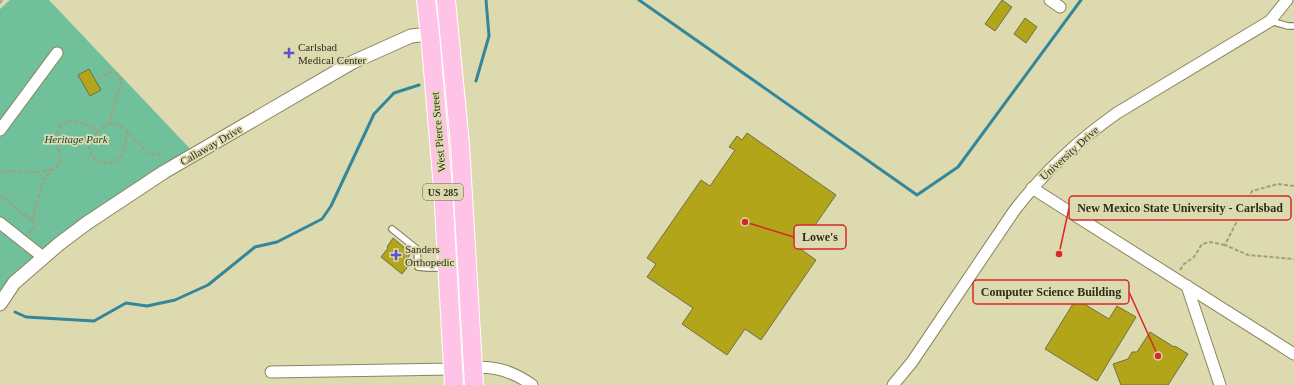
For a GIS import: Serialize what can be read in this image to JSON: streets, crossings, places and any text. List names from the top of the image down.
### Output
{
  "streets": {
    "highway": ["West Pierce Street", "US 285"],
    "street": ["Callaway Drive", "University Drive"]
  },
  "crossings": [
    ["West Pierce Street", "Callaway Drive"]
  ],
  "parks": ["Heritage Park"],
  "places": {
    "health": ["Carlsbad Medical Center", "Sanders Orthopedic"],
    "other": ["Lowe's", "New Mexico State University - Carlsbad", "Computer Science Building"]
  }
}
- - - - - - -
Problem to work on: Please return all of the entries word for word, excluding the pictures.

Answer box:
For a GIS import: Serialize what can be read in this image to JSON: streets, crossings, places and any text. List names from the top of the image down.
### Output
{
  "streets": {
    "highway": ["West Pierce Street", "US 285"],
    "street": ["Callaway Drive", "University Drive"]
  },
  "crossings": [
    ["West Pierce Street", "Callaway Drive"]
  ],
  "parks": ["Heritage Park"],
  "places": {
    "health": ["Carlsbad Medical Center", "Sanders Orthopedic"],
    "other": ["Lowe's", "New Mexico State University - Carlsbad", "Computer Science Building"]
  }
}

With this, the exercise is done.